Best practices for building an incident management plan and process

A thoughtful incident management plan can help you avoid future security incidents and cut down your incident response time drastically.

Robert Ross

When incidents inevitably occur in your software stack, managing them well could be the difference between losing customers and building trust with them. In this article, we’ll give you and your team some best practices on how to prepare for managing incidents. It’s crucial to define service ownership, a declaration process, and practice all of it. With a little planning now, you'll be able to cut your incident response time drastically.

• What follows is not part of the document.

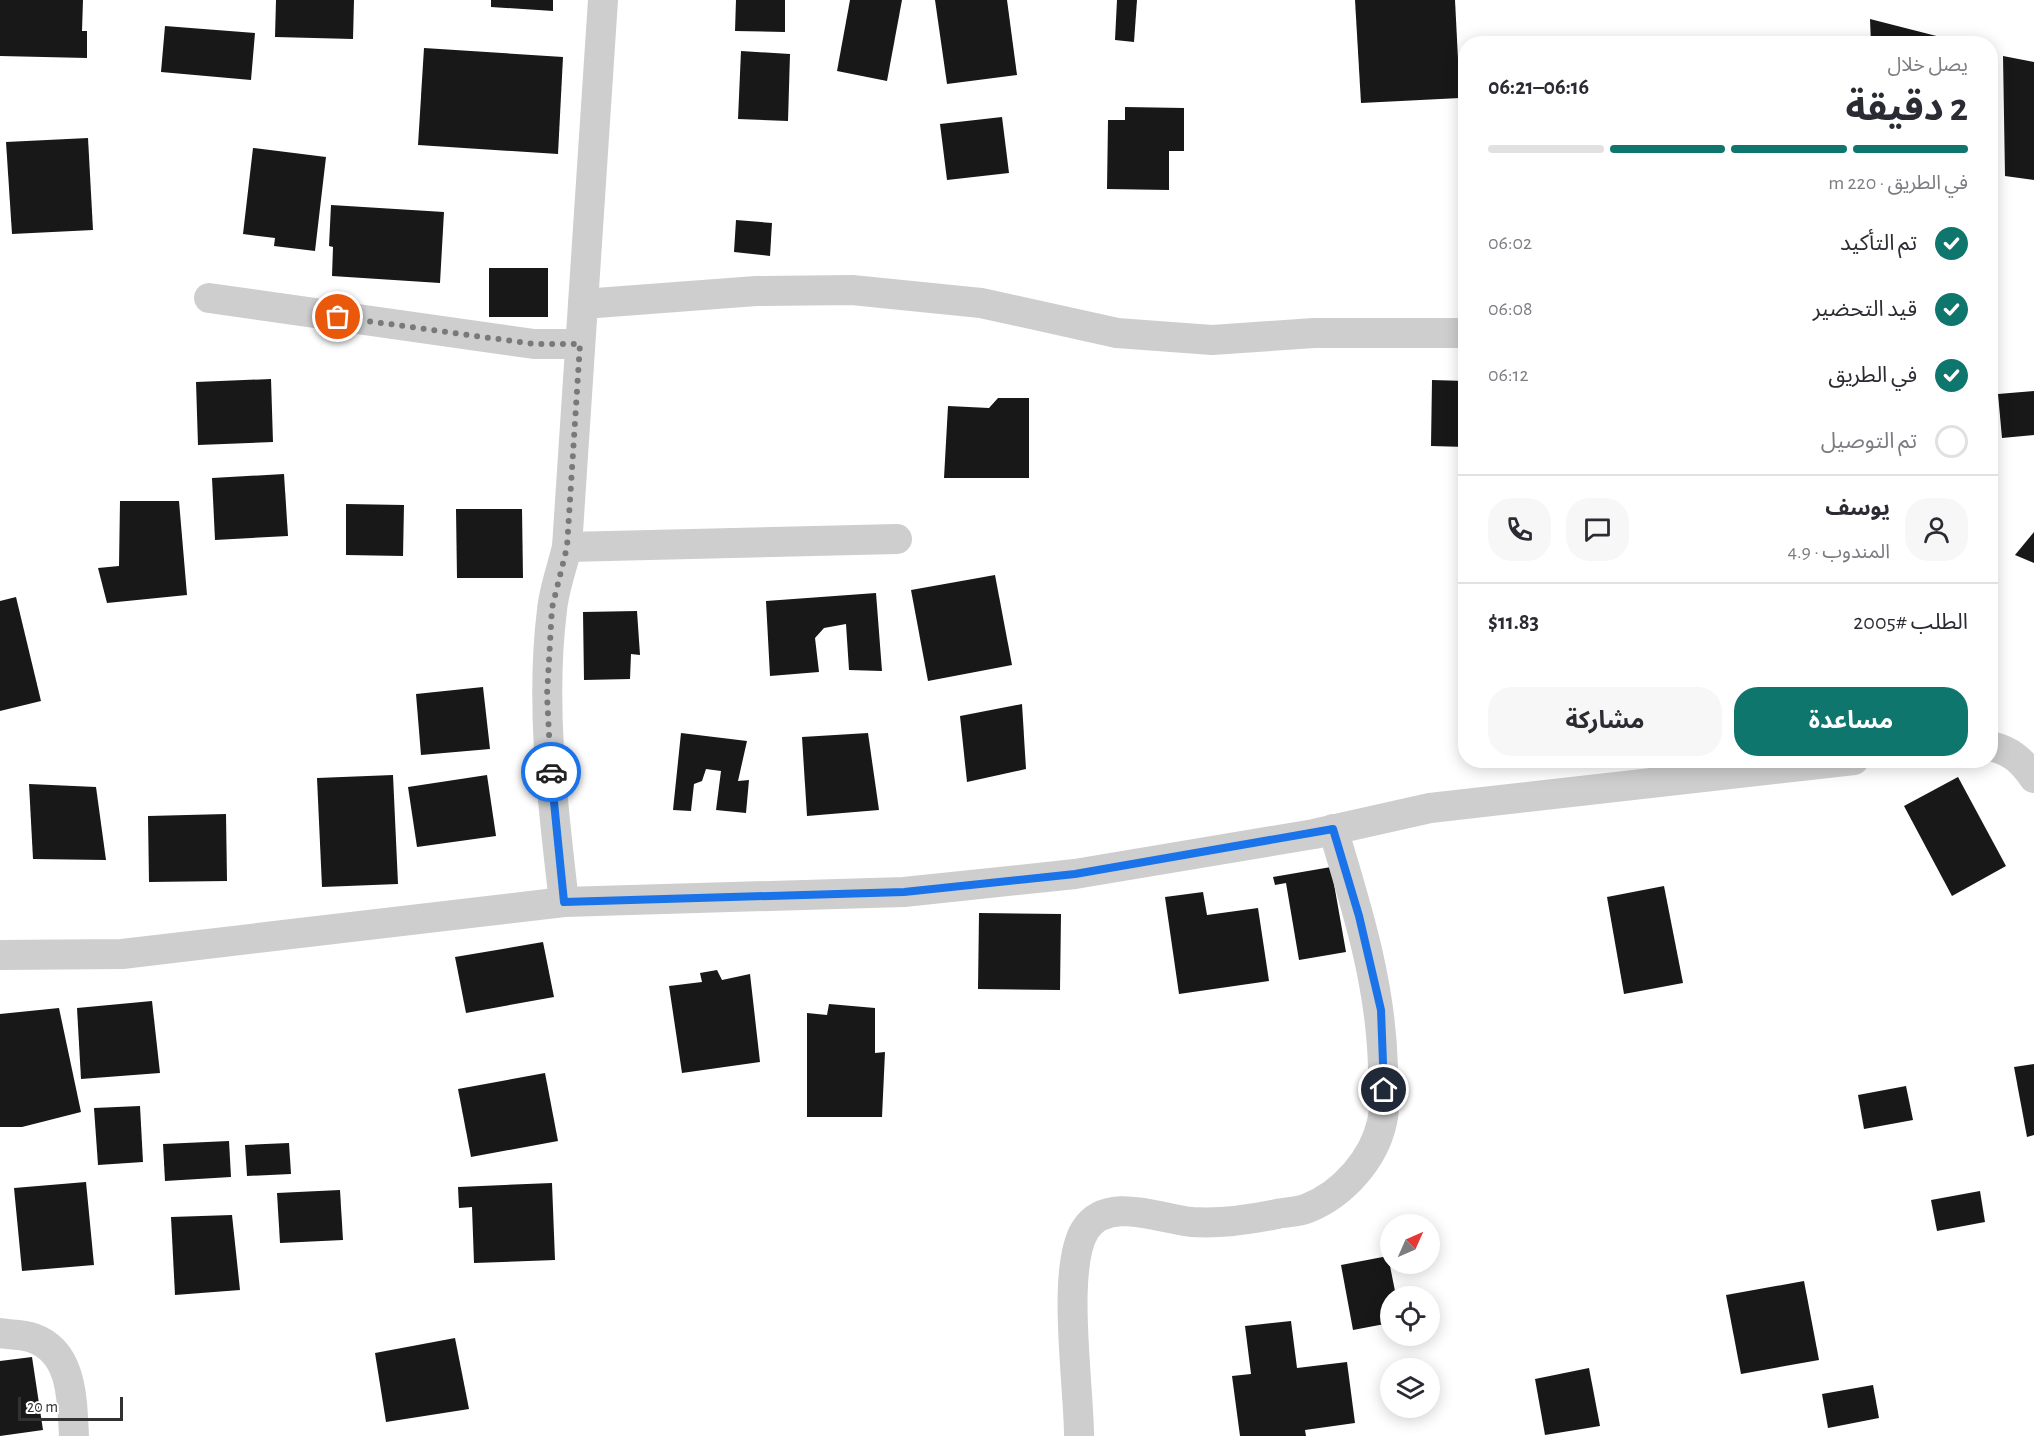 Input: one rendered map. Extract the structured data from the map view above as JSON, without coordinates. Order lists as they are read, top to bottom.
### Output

Building an incident management plan

Most teams have a plan for how to solve known technical problems in their systems (like scaling their Kubernetes clusters) but many teams haven’t taken the time to plan for how to respond to unknown problems. While it’s difficult to predict when and what incidents will occur, we can put into place the steps to take when an incident is declared. We’re planning so we can avoid ad-hoc management of our incidents which oftentimes prolongs them. You’ll have a hard time shaking off a poorly managed incident — and you’ll remember it all too well.

We’re going to talk about a few necessities that enable exceptional incident management.

  1. Service ownership
  2. Incident roles
  3. The incident declaration process
  4. Running incident drills

Let’s get started.

Assign service ownership

You might think of your system as individual services and software, but your customers think about it as functionality and features they need to get something done. Service ownership is the next generation of managing the complex systems that power software. Implementing service ownership requires adhering to these traits:

  1. The team owns the lifecycle of service: development, CI/CD, operations, and incident management. “You build it, you run it” is oftentimes the mantra of service ownership.
  2. Each service has a team assigned as its owner. Third party software (such as a managed database) also has ownership assigned.
  3. Each service owning team is on-call and responsible for any incidents their software encounters.

A critical step to successful incident management is achieving a basic level of service ownership. For example, you may have a team called “core services” that provides functionality such as authentication and authorization. If your users begin to experience problems with logging in to your website, the core services team should immediately know without a doubt that they own that incident.All product owning teams should be trained and enabled on managing incidents.

An up-to-date service catalog becomes essential when assigning team ownership, as you can clearly outline large product surfaces, which services power that surface area, and which team owns each service in that graph. For example, at FireHydrant we have a team that owns each of our Incident Management, Service Catalog, and Integrations product areas, and they’re all assigned accordingly in our own tool.

Clarify incident roles

Great incident management necessitates responders having well defined roles. An incident responder should clearly know what role they’ve been assigned and what their responsibilities are. Commonly, incident roles are adopted from FEMA’s incident command system (ICS).

We recommend the chart below for a guide on what roles you should establish in your incident management process, and what the general responsibilities of those roles are.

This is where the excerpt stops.